Film "Pan i Władca: Na krańcu świata" to epickie widowisko marynistyczne w reżyserii Petera Weira, oparte na dwóch tomach powieści Patricka O'Briana traktujących o morskich przygodach Kapitana Jacka Aubreya. Nie zyskało ono sobie wprawdzie takiej popularności jak seria o przygodach innego Kapitana Jacka – Sparrowa, ale nie pozostało niedocenione. Gdyby nie "Powrót Króla", 10 nominacji do Oscara, które "Pan i Władca" otrzymał z pewnością zamieniłoby się na cały szereg statuetek. Skończyło się na dwóch, w kategoriach, do których "Władca Pierścieni" nie był po prostu nominowany;) Nie zważając na nagrody przyznać trzeba, że Weir stworzył widowisko na najwyższym poziomie. Doskonałe role Russela Crowe i Paula Bettanego są już tylko dodatkową zachętą do sięgnięcia po ten film.
Bohaterowie odgrywani przez ten duet są czynnikiem, który miał na kształt muzyki w filmie spory wpływ. Jako, że Kapitan Aubrey wraz z doktorem Maturinem umilają sobie czas na okręcie grą na skrzypcach i wiolonczeli, na płycie znajdziemy sporo utworów z muzyki klasycznej. Zaaranżowane zostały one przez jednego z trójki kompozytorów całej muzyki – Richarda Tognettiego, który był także jednym z nauczycieli gry na skrzypcach Russela Crowe. Swoją drogą Paul Bettany musiał być solidniejszym uczniem, bo instruktorów miał mniej;).
Z klasyków na płycie usłyszymy: Mozarta, Vaughna Williamsa, Corelliego, Bacha i Boccheriniego. Największe wrażenie robi "Musica Notturna Delle Strade di Madrid, No. 6, Op. 30" Boccheriniego – długi kawałek pięknego, zróżnicowanego brzmienia. Uwagę zwraca perfekcyjne, jak zawsze, wykonanie przez Yo-yo Ma utworu Bacha na wiolonczelę. Przepiękna jest także "Fantasia on a Theme by Thomas Tallis" Williamsa- smutny, ale pełen szlachetności utwór.

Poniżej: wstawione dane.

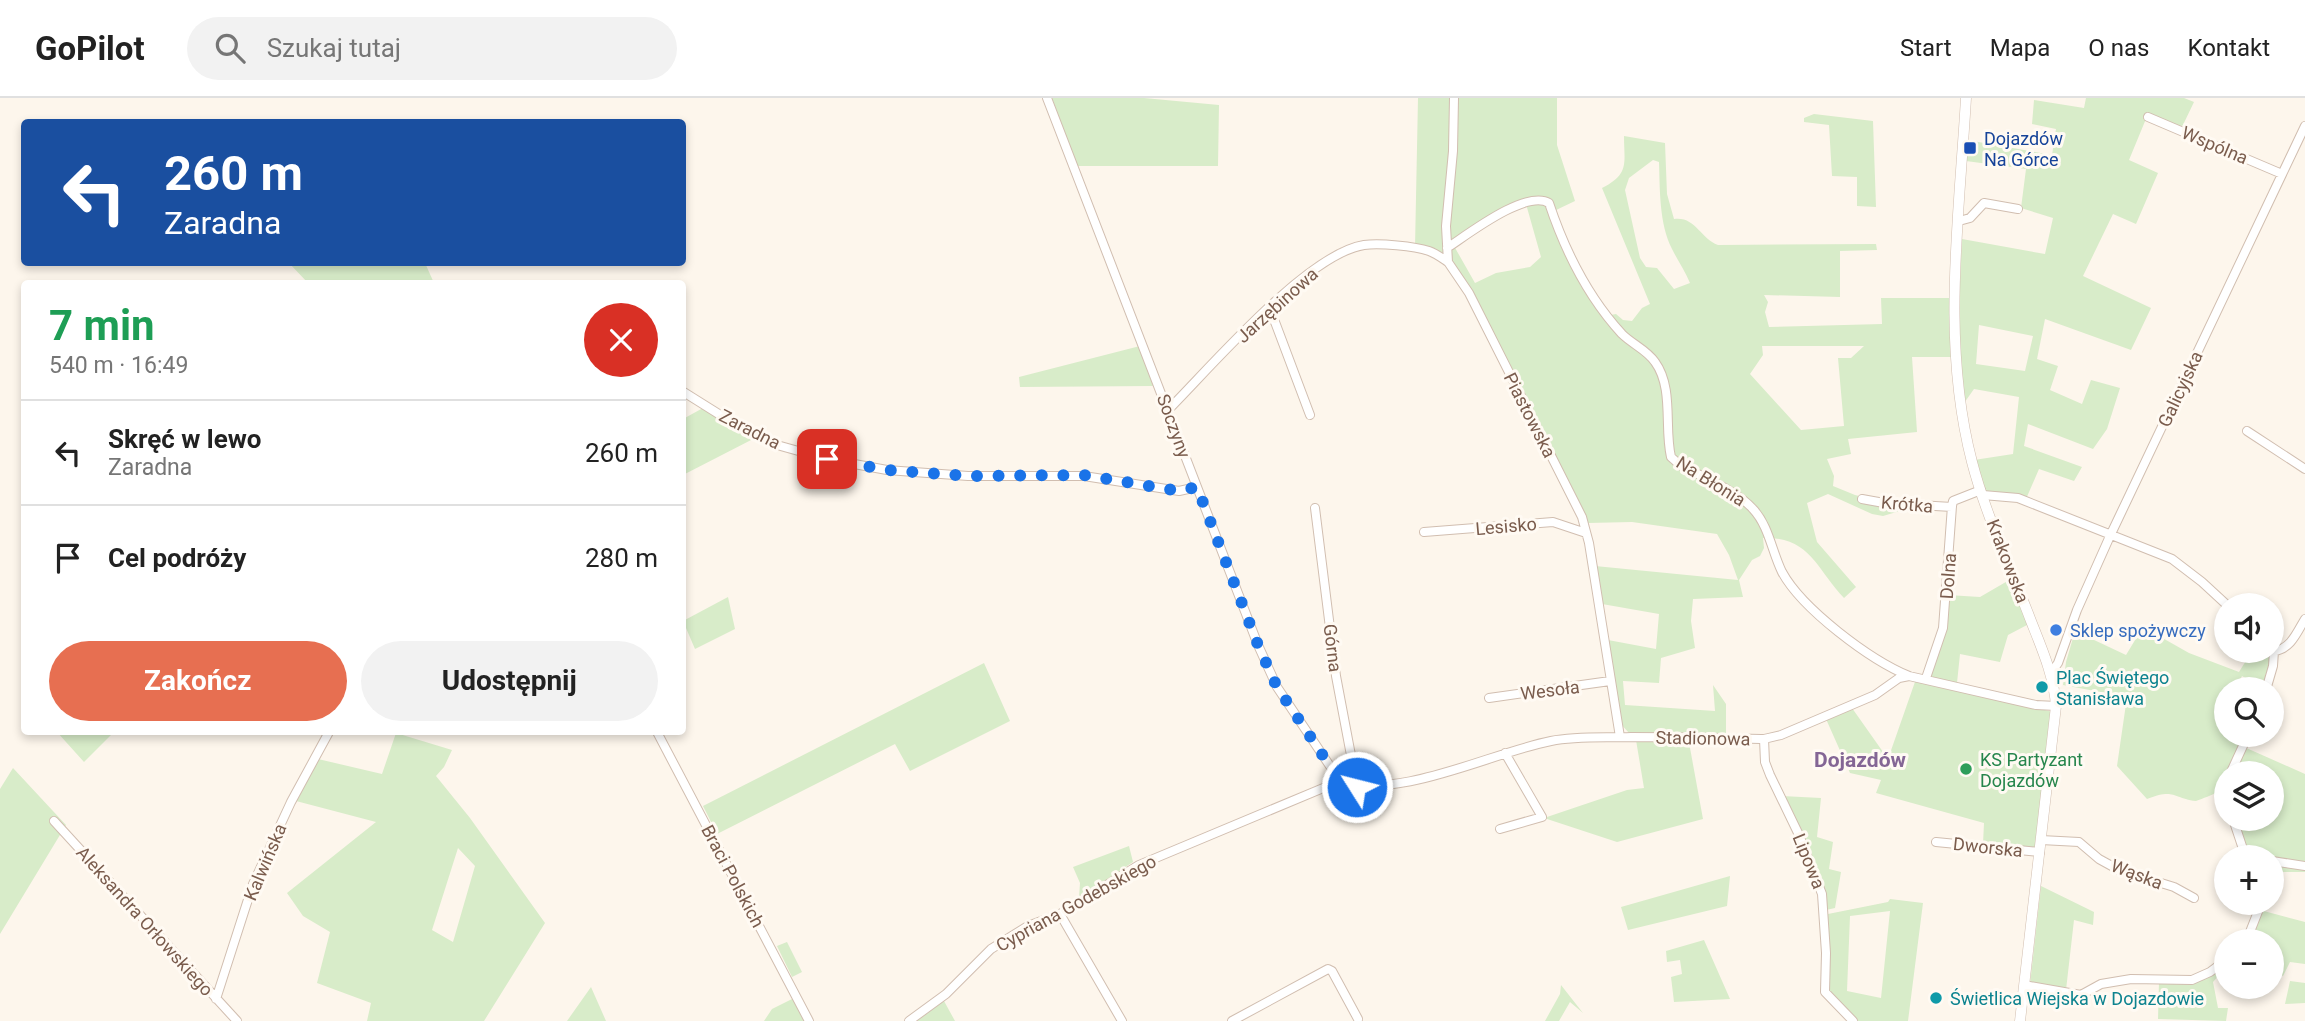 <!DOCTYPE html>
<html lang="pl">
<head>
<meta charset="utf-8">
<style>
	:root { --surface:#fff; --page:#f2f2f2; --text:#222; --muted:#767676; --line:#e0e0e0; --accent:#e76f51 }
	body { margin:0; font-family:Roboto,sans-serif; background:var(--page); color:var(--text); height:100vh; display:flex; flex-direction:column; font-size:26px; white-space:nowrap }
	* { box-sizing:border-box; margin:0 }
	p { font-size:23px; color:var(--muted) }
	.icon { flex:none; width:38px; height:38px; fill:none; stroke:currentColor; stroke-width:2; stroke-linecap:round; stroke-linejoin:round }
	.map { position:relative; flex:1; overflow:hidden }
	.sheet { position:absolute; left:21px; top:182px; width:665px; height:455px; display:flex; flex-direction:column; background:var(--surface); border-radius:7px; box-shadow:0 4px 10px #0003 }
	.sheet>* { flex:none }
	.top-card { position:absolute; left:21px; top:21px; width:665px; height:147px; border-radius:7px; box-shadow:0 4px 10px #0003; background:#1a4fa0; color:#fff; overflow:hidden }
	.fabs { position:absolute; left:2214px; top:495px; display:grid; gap:14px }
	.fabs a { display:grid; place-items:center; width:70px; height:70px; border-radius:50%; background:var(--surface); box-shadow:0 4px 10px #0003; font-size:35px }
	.pin { position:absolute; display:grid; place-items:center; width:60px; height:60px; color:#fff; margin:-30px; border-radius:14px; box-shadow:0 4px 10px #0006 }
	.me { position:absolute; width:77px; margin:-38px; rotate:306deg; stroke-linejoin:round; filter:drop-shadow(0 0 5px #0008) }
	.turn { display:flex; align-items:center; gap:24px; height:147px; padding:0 28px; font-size:32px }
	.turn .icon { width:91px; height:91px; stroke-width:2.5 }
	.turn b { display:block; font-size:49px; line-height:60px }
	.round { display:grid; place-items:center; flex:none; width:74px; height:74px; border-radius:37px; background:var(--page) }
	.headline { display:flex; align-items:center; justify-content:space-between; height:119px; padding:0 28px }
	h1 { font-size:42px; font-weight:700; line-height:52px; color:#1e9e55 }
	.cta { display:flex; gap:14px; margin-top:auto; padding:14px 28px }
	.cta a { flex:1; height:80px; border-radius:42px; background:var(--accent); color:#fff; font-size:28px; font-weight:700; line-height:80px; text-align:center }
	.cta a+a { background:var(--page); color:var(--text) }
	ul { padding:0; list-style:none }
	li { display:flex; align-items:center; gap:21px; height:105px; padding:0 28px; border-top:2px solid var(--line) }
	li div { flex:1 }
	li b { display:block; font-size:26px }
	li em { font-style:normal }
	header { display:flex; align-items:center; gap:42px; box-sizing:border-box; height:98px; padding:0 35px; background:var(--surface); border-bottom:2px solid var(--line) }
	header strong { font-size:33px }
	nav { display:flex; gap:38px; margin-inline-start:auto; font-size:24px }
	.search { width:490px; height:63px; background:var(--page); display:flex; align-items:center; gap:18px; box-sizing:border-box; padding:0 24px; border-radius:38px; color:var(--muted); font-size:26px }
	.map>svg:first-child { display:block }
</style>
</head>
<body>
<header>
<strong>GoPilot</strong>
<div class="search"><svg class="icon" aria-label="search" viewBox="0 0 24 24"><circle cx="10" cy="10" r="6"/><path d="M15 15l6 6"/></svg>Szukaj tutaj</div>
<nav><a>Start</a><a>Mapa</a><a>O nas</a><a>Kontakt</a></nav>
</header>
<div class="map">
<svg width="2305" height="923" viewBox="0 0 2305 923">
	<rect width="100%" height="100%" fill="#fdf6ec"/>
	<path fill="#d8ecc9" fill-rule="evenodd" d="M1052,0H1144L1219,7L1218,68H1077Z
		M1418,0H1452L1445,160L1415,149Z
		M1457,0H1557V47L1575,103L1554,113L1551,104L1533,100L1449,147Z
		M2086,0H2184L2194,4L2182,29L2148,16L2129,62L2158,75L2136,126L2113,116L2083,178L2151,210L2131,252L2045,221L2037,261L2058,268L2050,292L2082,306L2091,282L2120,290L2107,331L2093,351L2028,326L2024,348L2082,369L2074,383L2039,371L2026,401L1984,395L1974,362L2013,356L2019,299L1974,291L1962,308L1958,229L1962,141L2045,156L2053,120L2021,110L2026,71L1966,63L1967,42L2052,57L2056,31L2032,26L2034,2L2084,10ZM1979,227L2033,238L2025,273L1976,266Z
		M1814,16L1873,23L1876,109L1857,108V79L1832,78L1829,27L1804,24V20Z
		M1624,38L1665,45L1667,96L1674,121C1695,118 1700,140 1718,147L1876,146L1877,152L1840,153V199L1764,197L1768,204L1765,214L1769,229L1882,226L1881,200H1950L1951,259H1912L1917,334L1848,341L1851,356L1827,361L1834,378L1833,388L1855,397L1910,410L1883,418L1872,416L1828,396L1807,405L1817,444L1856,489L1844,500C1817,472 1810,438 1763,440L1764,450L1760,458L1752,462L1739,482L1743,499L1693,501L1691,523L1695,550L1661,560L1659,585L1623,583L1625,607L1715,613L1713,587L1726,606V638L1629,635L1620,625L1608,542L1656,551L1659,516L1602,506L1595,468L1738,482L1729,457L1717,436L1632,424L1588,425L1450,163L1449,151L1454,148L1475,185L1496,175L1530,169L1541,159L1526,106L1535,104L1548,108L1554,128L1581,188L1605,218L1616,216L1623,222L1632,223L1642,210L1650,206L1602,90C1630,76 1624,65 1624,38ZM1653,62L1659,64C1660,92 1659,125 1672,151C1678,163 1685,173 1690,185L1674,191L1657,170L1646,169L1640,160L1625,92L1629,80ZM1762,248H1864L1851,260H1838L1844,328L1801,332L1750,276L1763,257Z
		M289,165H425L434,185H308Z
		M1140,248L1153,288L1020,289L1019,279Z
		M703,310L755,340L683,377V321Z
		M2011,481L2027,527L2008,537L2000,564L1960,556L1957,585L1928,578L1948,497L1980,499Z
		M728,499L735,531L695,551L683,523Z
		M2143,529L2189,555L2239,574L2252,553L2272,555L2264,591L2242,578L2235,591L2226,592V637H2246C2240,649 2226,687 2218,693C2212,698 2203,700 2196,703C2172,700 2175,690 2147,701L2117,668L2127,599L2063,587L2066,564L2075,533L2126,557Z
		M984,565L1010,623L910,673L895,646L717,736L703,708Z
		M1916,581L2053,614L2038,752L1983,746L1984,725L1876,695L1881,682L1850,675L1826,621L1852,610L1888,661Z
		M57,634H114L84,664Z
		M396,635L452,652L444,669L436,678L470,720L545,825L484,923H367L371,905L317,885L330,834L303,818L287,795L376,724L296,703L318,661L382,676ZM458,750L475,768L453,844L432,832Z
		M1688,639L1703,721L1617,744L1544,720L1627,692L1644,690L1636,642Z
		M2244,649L2305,676V774H2272V760L2249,759L2235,721H2272V676H2233Z
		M13,670L66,727L0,836V691Z
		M1782,698L1821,700L1817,739L1833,744L1829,771L1841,774L1835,810L1826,812Z
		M1129,748L1133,764L1079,800L1080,785L1073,769Z
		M1730,778L1727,808L1628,832L1621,809Z
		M2041,788L2094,814L2093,827L2074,822L2066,892L2030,886Z
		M1890,801L1923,805L1908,923H1856L1851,914L1828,894V816L1888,804ZM1890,813L1881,900L1847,893L1850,818Z
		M2260,812L2305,824V866L2290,864L2283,878L2272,871V844H2248Z
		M1704,842L1730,901L1674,904L1671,879L1682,876L1680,862L1667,864L1666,853Z
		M787,844L802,874L792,879L777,848Z
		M2226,865V869L2213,884L2218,910H2228L2226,923L2158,921L2159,884H2192Z
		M2290,883L2305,885V905L2285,906Z
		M1561,887L1583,915L1570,904L1559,923H1545L1560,896Z
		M591,889L606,923H567Z
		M794,900L806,923H764L772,911Z
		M944,903L955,923H917Z"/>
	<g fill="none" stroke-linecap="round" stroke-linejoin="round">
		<g stroke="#d1beb0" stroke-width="10">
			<path id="minor" d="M1047,0L1258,547L1277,589L1340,683
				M1454,0L1453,53L1446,128L1448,164L1469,195L1582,419L1589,445L1620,639
				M2148,19L2282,76
				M1959,123L1970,120L1984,105L2018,111
				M1447,150C1467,137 1526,91 1549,105C1565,153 1587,198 1622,236C1632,246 1647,252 1655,264C1674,290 1664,330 1671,359L1680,367C1702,379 1737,393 1753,411C1769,428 1772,454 1782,474C1802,511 1870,562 1909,578
				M1266,213L1275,224L1310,317
				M682,293L741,330L777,347L827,361L887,372L968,378H1084L1179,393L1197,389
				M1168,312C1211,269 1307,156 1364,147C1380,145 1414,148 1429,153C1435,155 1442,160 1448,164
				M2247,333L2305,371
				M1983,397L2018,400L2172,461L2202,484L2228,508
				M1862,401L1884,405L1952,409
				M1315,410L1336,578L1357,689
				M1424,434L1553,424L1586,435
				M2274,553C2291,551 2297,534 2305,521
				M2051,575L2058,565L2077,512L2110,438L2305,28
				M1926,580L1943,530L1952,408L1953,403L1981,392
				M2266,592L2273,568L2274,553
				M1489,600L1610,583
				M657,634L809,923
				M1764,641L1765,664L1770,677L1799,737L1822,796L1826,855L1825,894L1853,923
				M2230,676L2248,637
				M1340,683C1400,702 1490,655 1551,643C1577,638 1604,640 1631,639C1675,639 1719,640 1764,641L1781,637L1875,597L1899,580L1909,578L2036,607L2056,608
				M2226,690V694
				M2233,721L2246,760
				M54,723L237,923
				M1500,731L1542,719L1505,655
				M2041,742L2079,744L2099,761L2119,772L2174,789L2194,800
				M1936,744L2040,754
				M2242,752L2259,760
				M2272,763L2305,768
				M1060,816L1122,923
				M2246,844L2259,811V805
				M2024,887L2081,897L2101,886L2131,881L2192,882L2210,874L2226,862
				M216,901L253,786L291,704L329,634
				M909,923L946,896L991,851L1028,828L1060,816L1139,767L1340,683
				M1232,923L1328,871L1332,873L1358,921"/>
		</g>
		<g stroke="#d1beb0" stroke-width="11">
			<path id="tertiary" d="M1966,0C1959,121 1941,245 1972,364C1986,418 2011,470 2031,523C2042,551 2054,578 2056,608L2020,923"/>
		</g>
		<use href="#minor" stroke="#fff" stroke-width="8"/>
		<use href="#tertiary" stroke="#fff" stroke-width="10"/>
	</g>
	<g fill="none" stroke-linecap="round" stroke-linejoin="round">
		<path stroke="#1a73e8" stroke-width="12" stroke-dasharray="0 21.6" d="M827,361L887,372L968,378L1084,377L1179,393L1197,389L1258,547L1277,589L1340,683L1357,689"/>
	</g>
	<rect fill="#1a4fb4" stroke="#fffaf3" stroke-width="2.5" x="1963" y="43" width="14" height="14" rx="3.5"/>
	<circle fill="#3f7fe0" stroke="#fffaf3" stroke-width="2.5" cx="2056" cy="532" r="7"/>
	<g fill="#0f9aa8" stroke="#fffaf3" stroke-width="2.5">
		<circle cx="2042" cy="589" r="7"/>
		<circle cx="1936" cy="900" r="7"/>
	</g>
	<circle fill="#2e9e5b" stroke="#fffaf3" stroke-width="2.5" cx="1966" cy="671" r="7"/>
	<g text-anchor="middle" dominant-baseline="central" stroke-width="6" stroke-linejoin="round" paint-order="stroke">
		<g font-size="18" fill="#164399" stroke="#fffaf3" text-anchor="start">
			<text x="1984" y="40">Dojazdów<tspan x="1984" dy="21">Na Górce</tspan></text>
		</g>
		<g font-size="18" fill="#7a5c4d" stroke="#fffaf3">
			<text transform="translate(2215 47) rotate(23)">Wspólna</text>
			<text transform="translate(1277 207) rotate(-42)">Jarzębinowa</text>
			<text transform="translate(2180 291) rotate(-65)">Galicyjska</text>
			<text transform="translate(1530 317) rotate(63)">Piastowska</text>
			<text transform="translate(1174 328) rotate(70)">Soczyny</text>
			<text transform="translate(750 331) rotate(27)">Zaradna</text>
			<text transform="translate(1711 383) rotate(32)">Na Błonia</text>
			<text transform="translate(1907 406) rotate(5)">Krótka</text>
			<text transform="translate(1506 428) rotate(-5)">Lesisko</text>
			<text transform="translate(2008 463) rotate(69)">Krakowska</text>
			<text transform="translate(1948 478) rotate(-86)">Dolna</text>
			<text transform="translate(1333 550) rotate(83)">Górna</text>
			<text transform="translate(1550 592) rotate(-7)">Wesoła</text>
			<text transform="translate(1703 640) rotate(1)">Stadionowa</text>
			<text transform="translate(1988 749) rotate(6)">Dworska</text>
			<text transform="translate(1809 763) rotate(68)">Lipowa</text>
			<text transform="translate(265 764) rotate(-67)">Kalwińska</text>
			<text transform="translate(2137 776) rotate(21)">Wąska</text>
			<text transform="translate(733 778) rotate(62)">Braci Polskich</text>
			<text transform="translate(1076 805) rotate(-29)">Cypriana Godebskiego</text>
			<text transform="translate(145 823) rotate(48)">Aleksandra Orłowskiego</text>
		</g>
		<g font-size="18" fill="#366cbe" stroke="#fffaf3" text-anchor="start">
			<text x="2070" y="532">Sklep spożywczy</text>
		</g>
		<g font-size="18" fill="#0d838f" stroke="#fffaf3" text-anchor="start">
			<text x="2056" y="579">Plac Świętego<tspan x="2056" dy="21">Stanisława</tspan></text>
			<text x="1950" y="900">Świetlica Wiejska w Dojazdowie</text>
		</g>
		<g font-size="18" fill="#27864d" stroke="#fffaf3" text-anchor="start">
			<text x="1980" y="661">KS Partyzant<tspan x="1980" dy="21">Dojazdów</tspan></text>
		</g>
		<g font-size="21" font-weight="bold" fill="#846695" stroke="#fffaf3">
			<text x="1860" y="662">Dojazdów</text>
		</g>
	</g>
</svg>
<div class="fabs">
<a><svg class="icon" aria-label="sound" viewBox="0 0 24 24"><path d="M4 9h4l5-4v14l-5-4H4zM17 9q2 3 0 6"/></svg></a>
<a><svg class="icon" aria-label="search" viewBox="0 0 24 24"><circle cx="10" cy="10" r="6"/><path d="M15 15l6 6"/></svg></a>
<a><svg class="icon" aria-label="layers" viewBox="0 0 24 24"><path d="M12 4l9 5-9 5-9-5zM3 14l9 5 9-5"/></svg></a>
<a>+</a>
<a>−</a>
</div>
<div class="pin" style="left:827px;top:361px;background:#d93025"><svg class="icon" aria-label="arrive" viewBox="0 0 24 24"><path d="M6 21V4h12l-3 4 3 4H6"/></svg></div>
<svg class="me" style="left:1357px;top:689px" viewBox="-20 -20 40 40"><circle r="17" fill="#1a73e8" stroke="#fff" stroke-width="3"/><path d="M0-11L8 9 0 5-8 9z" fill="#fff"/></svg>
<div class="top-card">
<div class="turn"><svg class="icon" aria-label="left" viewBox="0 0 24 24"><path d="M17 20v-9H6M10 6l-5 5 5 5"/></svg><div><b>260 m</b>Zaradna</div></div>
</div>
<section class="sheet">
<div class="headline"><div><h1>7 min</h1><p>540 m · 16:49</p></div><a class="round" style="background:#d93025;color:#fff"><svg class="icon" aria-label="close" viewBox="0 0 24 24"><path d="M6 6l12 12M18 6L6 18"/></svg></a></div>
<ul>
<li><svg class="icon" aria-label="left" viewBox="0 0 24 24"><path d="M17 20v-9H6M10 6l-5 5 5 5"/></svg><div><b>Skręć w lewo</b><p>Zaradna</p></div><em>260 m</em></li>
<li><svg class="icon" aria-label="arrive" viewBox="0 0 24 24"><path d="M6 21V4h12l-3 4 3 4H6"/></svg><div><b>Cel podróży</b></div><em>280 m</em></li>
</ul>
<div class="cta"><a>Zakończ</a><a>Udostępnij</a></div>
</section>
</div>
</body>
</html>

Wróćmy jednak do muzyki skomponowanej specjalnie do filmu. Po zrezygnowaniu z Klausa Badelta, który miał się nią początkowo zająć, do pracy nad partyturą wzięło się trzech kompozytorów z ojczystej ziemi reżysera- Australii. Pierwszy z nich: Christopher Gordon miał wcześniej na koncie docenione ścieżki do telewizyjnych produkcji (chociażby też morski w klimacie "Moby Dick"). Zajmował się także nagrywaniem muzyki do przebojowego "Moulin Rouge!". Richard Tognetti to ceniony skrzypek, działający od 1989 roku jako dyrektor artystyczny Australian Chamber Orchestra. Z kolei Iva Davies znany jest głównie jako lider i wokalista zespołu Icehouse, ale i on skomponował wcześniej muzykę do horroru "Razorback" z 1984 roku. Poza tym kompozytorskie szlify zdobywał także chociażby przy okazji Igrzysk Olimpijskich w Sydney z 2000 roku. Z tą datą wiąże się historia zaangażowania muzyków w prace nad filmem. Otóż podczas uroczystości powitania jubileuszowego Nowego Roku w Sydney usłyszeć można było napisaną na tą okazję przez tę trójkę artystów kompozycję pod tytułem "Ghost of Time". Peter Weir słyszał owe dzieło i wielce się mu ono spodobało, szczególnie jeśli chodzi o wykorzystane w nim brzmienie bębnów taiko, za które odpowiadał Davies. Tak oto muzyk ten został głównym odpowiedzialnym za score do "Pana i Władcy" a dostał do pomocy pozostałą dwójkę.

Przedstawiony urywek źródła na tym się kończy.